Among the records, which lines include "فرجی"? List them.

Data excerpts
>>>>>

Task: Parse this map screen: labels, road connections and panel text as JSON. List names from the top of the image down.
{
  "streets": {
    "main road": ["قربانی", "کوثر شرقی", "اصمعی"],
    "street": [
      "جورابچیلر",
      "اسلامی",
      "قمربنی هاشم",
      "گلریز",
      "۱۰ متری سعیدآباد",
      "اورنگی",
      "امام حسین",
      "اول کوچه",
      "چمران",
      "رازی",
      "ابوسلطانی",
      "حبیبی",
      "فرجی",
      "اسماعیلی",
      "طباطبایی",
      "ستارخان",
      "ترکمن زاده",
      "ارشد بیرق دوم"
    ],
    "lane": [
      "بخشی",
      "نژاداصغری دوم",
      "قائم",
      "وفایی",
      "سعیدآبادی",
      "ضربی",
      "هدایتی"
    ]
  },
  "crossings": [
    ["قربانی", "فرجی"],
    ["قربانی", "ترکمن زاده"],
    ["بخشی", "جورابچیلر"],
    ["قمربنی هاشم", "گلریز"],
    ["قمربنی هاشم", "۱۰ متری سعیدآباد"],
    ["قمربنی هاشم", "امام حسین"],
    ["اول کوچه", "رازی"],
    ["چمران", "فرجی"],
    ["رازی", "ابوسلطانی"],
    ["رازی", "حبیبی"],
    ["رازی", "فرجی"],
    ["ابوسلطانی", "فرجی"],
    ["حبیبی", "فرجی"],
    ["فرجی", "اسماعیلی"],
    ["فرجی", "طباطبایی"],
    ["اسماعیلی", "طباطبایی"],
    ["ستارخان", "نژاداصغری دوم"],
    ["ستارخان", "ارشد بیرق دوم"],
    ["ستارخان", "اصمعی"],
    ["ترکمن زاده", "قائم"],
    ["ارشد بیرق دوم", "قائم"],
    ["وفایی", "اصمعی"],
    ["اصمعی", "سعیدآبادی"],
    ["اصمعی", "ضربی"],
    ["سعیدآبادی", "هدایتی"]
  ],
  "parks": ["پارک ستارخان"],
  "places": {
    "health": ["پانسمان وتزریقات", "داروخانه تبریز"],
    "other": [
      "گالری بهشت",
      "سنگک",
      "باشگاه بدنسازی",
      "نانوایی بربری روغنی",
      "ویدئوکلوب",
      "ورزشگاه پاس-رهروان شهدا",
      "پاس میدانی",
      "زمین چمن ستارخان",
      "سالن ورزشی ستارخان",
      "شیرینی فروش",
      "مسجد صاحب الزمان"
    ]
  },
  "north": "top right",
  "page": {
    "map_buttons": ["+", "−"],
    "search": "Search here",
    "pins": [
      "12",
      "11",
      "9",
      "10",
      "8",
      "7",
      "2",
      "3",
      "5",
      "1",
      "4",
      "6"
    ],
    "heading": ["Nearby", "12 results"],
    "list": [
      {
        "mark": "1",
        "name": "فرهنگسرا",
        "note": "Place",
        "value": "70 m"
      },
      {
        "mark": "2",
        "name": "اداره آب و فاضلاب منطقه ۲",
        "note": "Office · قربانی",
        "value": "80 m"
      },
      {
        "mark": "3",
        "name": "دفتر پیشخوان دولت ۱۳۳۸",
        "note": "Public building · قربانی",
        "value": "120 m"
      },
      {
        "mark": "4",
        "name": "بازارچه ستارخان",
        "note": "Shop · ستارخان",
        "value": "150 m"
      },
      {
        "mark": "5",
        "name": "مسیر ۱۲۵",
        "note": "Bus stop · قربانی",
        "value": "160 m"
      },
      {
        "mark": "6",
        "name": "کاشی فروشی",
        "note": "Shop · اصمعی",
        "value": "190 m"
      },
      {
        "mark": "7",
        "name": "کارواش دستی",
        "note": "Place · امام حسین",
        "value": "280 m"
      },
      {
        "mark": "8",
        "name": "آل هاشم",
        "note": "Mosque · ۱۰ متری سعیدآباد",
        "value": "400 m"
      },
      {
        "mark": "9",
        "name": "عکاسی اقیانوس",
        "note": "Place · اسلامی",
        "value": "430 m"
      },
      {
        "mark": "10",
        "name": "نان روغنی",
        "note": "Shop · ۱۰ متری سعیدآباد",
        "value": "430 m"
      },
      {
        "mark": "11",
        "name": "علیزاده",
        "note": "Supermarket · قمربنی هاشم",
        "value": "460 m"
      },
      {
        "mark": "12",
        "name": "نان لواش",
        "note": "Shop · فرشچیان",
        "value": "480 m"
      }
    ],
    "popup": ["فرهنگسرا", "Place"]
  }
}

<<<<<

Response
      "فرجی",
    ["قربانی", "فرجی"],
    ["چمران", "فرجی"],
    ["رازی", "فرجی"],
    ["ابوسلطانی", "فرجی"],
    ["حبیبی", "فرجی"],
    ["فرجی", "اسماعیلی"],
    ["فرجی", "طباطبایی"],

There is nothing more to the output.